There's an engine sitting in my garage that I want to use on a go cart I am building, but first there are a few things I need to know. 
1. How do I couple a tapered shaft to a centrifigal clutch or torque converter?
2. The engine has a float type carb. Will I likely run into any problems of the engine not getting gas during acceleration/ braking?
3. Is it ok to remove the auto throttle on my engine?
my engine is a tecumseh HM80 make 155350l


----------



## 99VenomSVT (Mar 10, 2005)

You are better of finding an engine with a straight shaft. Here is my reasoning behind it.
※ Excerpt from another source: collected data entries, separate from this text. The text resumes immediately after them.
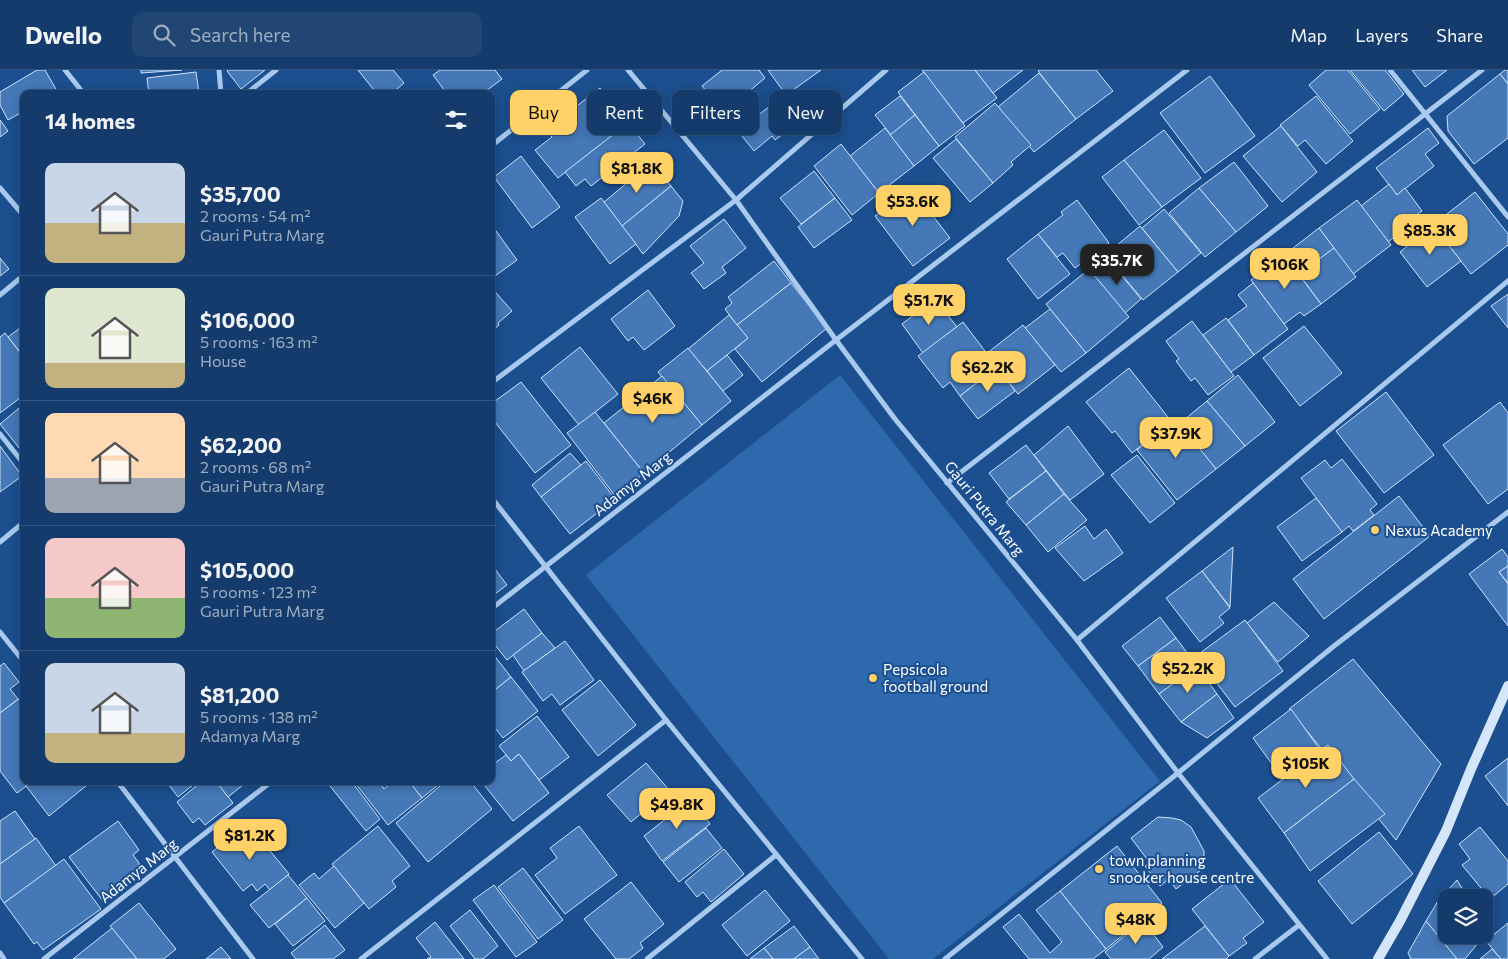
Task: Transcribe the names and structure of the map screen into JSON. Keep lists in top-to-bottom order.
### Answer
{
  "streets": {
    "street": ["Adamya Marg", "Gauri Putra Marg"]
  },
  "crossings": [
    ["Adamya Marg", "Gauri Putra Marg"]
  ],
  "places": ["Nexus Academy", "Pepsicola football ground", "town planning snooker house centre"],
  "page": {
    "header": "Dwello",
    "search": "Search here",
    "nav": ["Map", "Layers", "Share"],
    "chip": [
      "Buy",
      "Rent",
      "Filters",
      "New"
    ],
    "heading": "14 homes",
    "list": [
      {
        "name": "$35,700",
        "note": "2 rooms · 54 m² · Gauri Putra Marg"
      },
      {
        "name": "$106,000",
        "note": "5 rooms · 163 m² · House"
      },
      {
        "name": "$62,200",
        "note": "2 rooms · 68 m² · Gauri Putra Marg"
      },
      {
        "name": "$105,000",
        "note": "5 rooms · 123 m² · Gauri Putra Marg"
      },
      {
        "name": "$81,200",
        "note": "5 rooms · 138 m² · Adamya Marg"
      }
    ],
    "price": [
      "$81.8K",
      "$53.6K",
      "$85.3K",
      "$35.7K",
      "$106K",
      "$51.7K",
      "$62.2K",
      "$46K",
      "$37.9K",
      "$52.2K",
      "$105K",
      "$49.8K",
      "$81.2K",
      "$48K"
    ]
  }
}
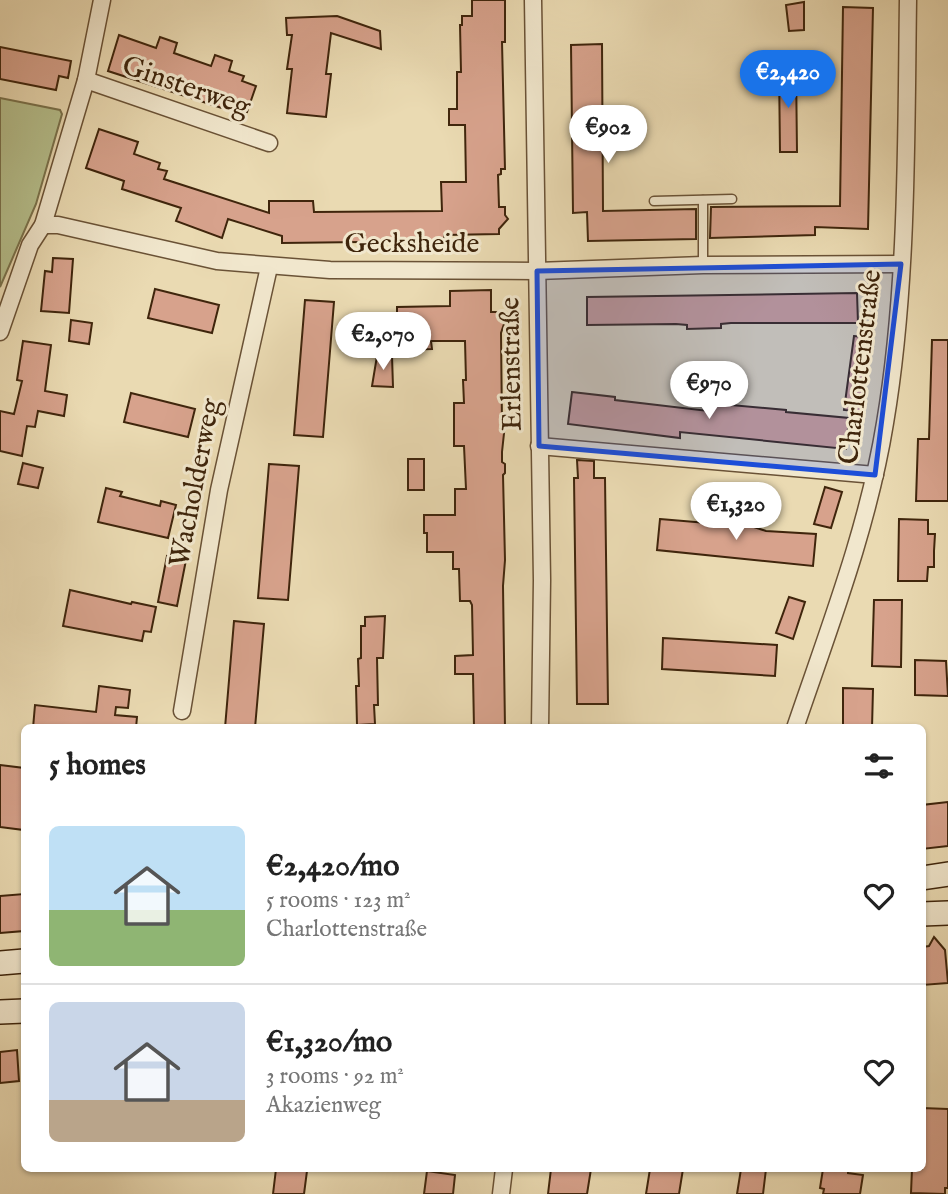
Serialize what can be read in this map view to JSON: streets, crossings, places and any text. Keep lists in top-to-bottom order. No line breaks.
{"streets":{"street":["Ginsterweg","Gecksheide","Erlenstraße","Charlottenstraße","Wacholderweg"]},"crossings":[["Ginsterweg","Gecksheide"],["Gecksheide","Erlenstraße"],["Gecksheide","Charlottenstraße"],["Gecksheide","Wacholderweg"]],"page":{"price":["€2,420","€902","€2,070","€970","€1,320"],"heading":"5 homes","list":[{"name":"€2,420/mo","note":"5 rooms · 123 m² · Charlottenstraße"},{"name":"€1,320/mo","note":"3 rooms · 92 m² · Akazienweg"}]}}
First off I have been in the hobby for many years and I have only come across one such clutch that would work with a tapered shaft engine and said clutch was over $100 bucks. Second everything you try to do in the future will some how be affected by that clutch no being perfectly aligned. Your best bet is to either buy/get a new straight shaft engine or something your can trade the engine you have for another at a local small engine shop. I hope this helps you, sometimes its just easyier and cheaper to start with the correct components


----------



## certifiedtech (Jun 30, 2006)

As 99VenomSTV mentioned You need a striaght shaft for several reasons. The main reason is that with a taper there will not be enough room to align the chain and sprockets. The engine in question was used on a generator. That is the purpose for the tapered shaft. 
I suggest you look for a 5 hp Briggs and Stratton I/C. (Industrial Commercial) These are commonly use for go-carts because their commercial engines with a 7/8 crankshaft diameter which most fommon centrifigal clutches fit. Also a steel cylinder and crankshaft bearings.


----------